--- INFORMATION SHOWN ---
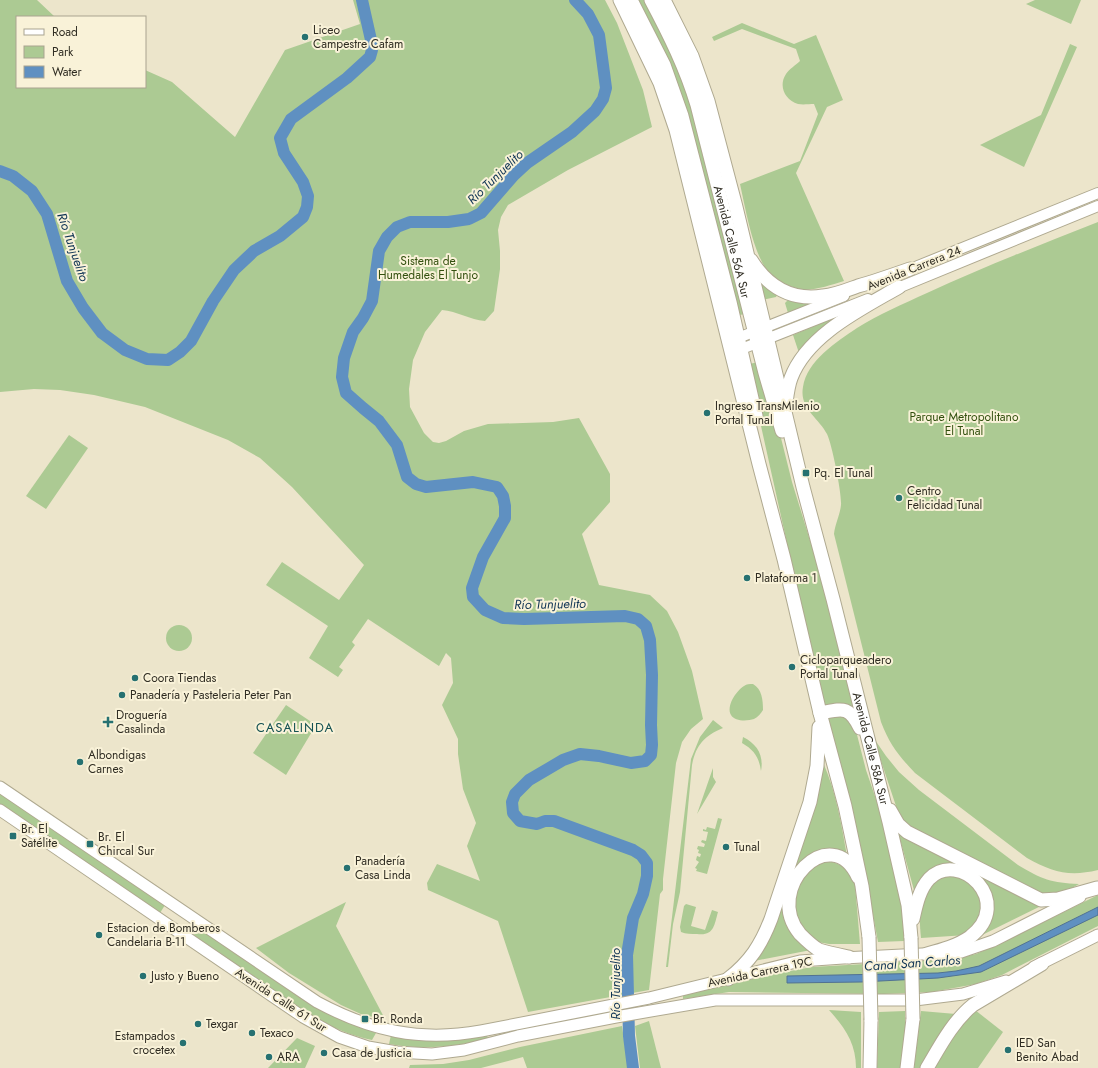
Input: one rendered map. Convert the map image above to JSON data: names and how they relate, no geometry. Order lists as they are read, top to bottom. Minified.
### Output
{"streets":{"highway":["Avenida Calle 56A Sur","Avenida Calle 58A Sur"],"main road":["Avenida Carrera 24","Avenida Carrera 19C","Avenida Calle 61 Sur"]},"crossings":[["Avenida Calle 56A Sur","Avenida Carrera 24"],["Avenida Calle 56A Sur","Avenida Calle 58A Sur"],["Avenida Carrera 24","Avenida Calle 58A Sur"],["Avenida Carrera 19C","Avenida Calle 61 Sur"]],"districts":["CASALINDA"],"water":["Río Tunjuelito","Canal San Carlos"],"parks":["Sistema de Humedales El Tunjo","Parque Metropolitano El Tunal"],"places":{"other":["Liceo Campestre Cafam","Ingreso TransMilenio Portal Tunal","Centro Felicidad Tunal","Plataforma 1","Cicloparqueadero Portal Tunal","Coora Tiendas","Panadería y Pasteleria Peter Pan","Albondigas Carnes","Tunal","Panadería Casa Linda","Estacion de Bomberos Candelaria B-11","Justo y Bueno","Texgar","Texaco","Estampados crocetex","IED San Benito Abad","Casa de Justicia","ARA"],"transit":["Pq. El Tunal","Br. El Satélite","Br. El Chircal Sur","Br. Ronda"],"health":["Droguería Casalinda"]},"legend":["Road","Park","Water"]}
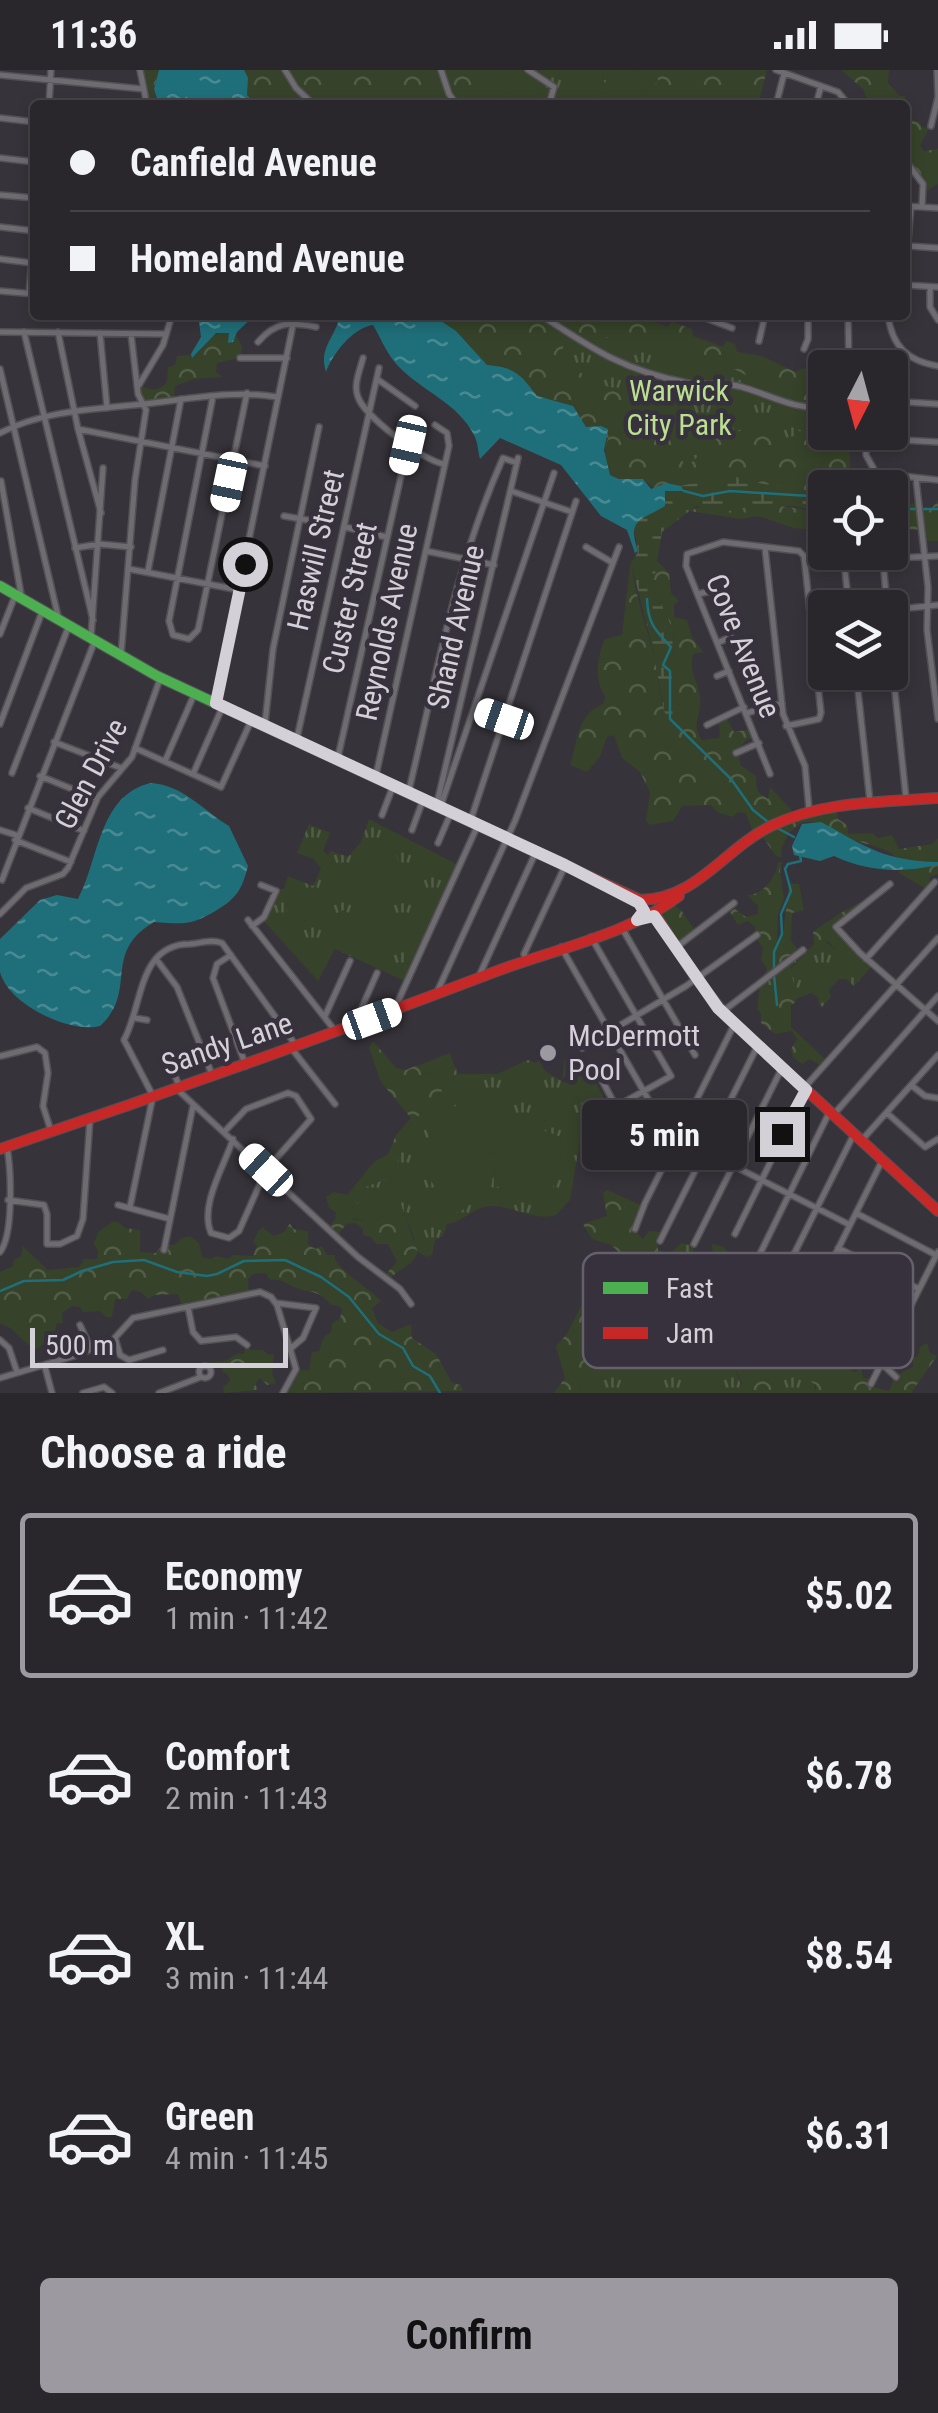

--- WHAT IS NEEDED ---
Restate every line of the data above word for word, with the images removed.

--- COMPLETED TASK ---
Input: one rendered map. Convert the map image above to JSON data: names and how they relate, no geometry. Order lists as they are read, top to bottom. Minified.
### Output
{"streets":{"highway":["Avenida Calle 56A Sur","Avenida Calle 58A Sur"],"main road":["Avenida Carrera 24","Avenida Carrera 19C","Avenida Calle 61 Sur"]},"crossings":[["Avenida Calle 56A Sur","Avenida Carrera 24"],["Avenida Calle 56A Sur","Avenida Calle 58A Sur"],["Avenida Carrera 24","Avenida Calle 58A Sur"],["Avenida Carrera 19C","Avenida Calle 61 Sur"]],"districts":["CASALINDA"],"water":["Río Tunjuelito","Canal San Carlos"],"parks":["Sistema de Humedales El Tunjo","Parque Metropolitano El Tunal"],"places":{"other":["Liceo Campestre Cafam","Ingreso TransMilenio Portal Tunal","Centro Felicidad Tunal","Plataforma 1","Cicloparqueadero Portal Tunal","Coora Tiendas","Panadería y Pasteleria Peter Pan","Albondigas Carnes","Tunal","Panadería Casa Linda","Estacion de Bomberos Candelaria B-11","Justo y Bueno","Texgar","Texaco","Estampados crocetex","IED San Benito Abad","Casa de Justicia","ARA"],"transit":["Pq. El Tunal","Br. El Satélite","Br. El Chircal Sur","Br. Ronda"],"health":["Droguería Casalinda"]},"legend":["Road","Park","Water"]}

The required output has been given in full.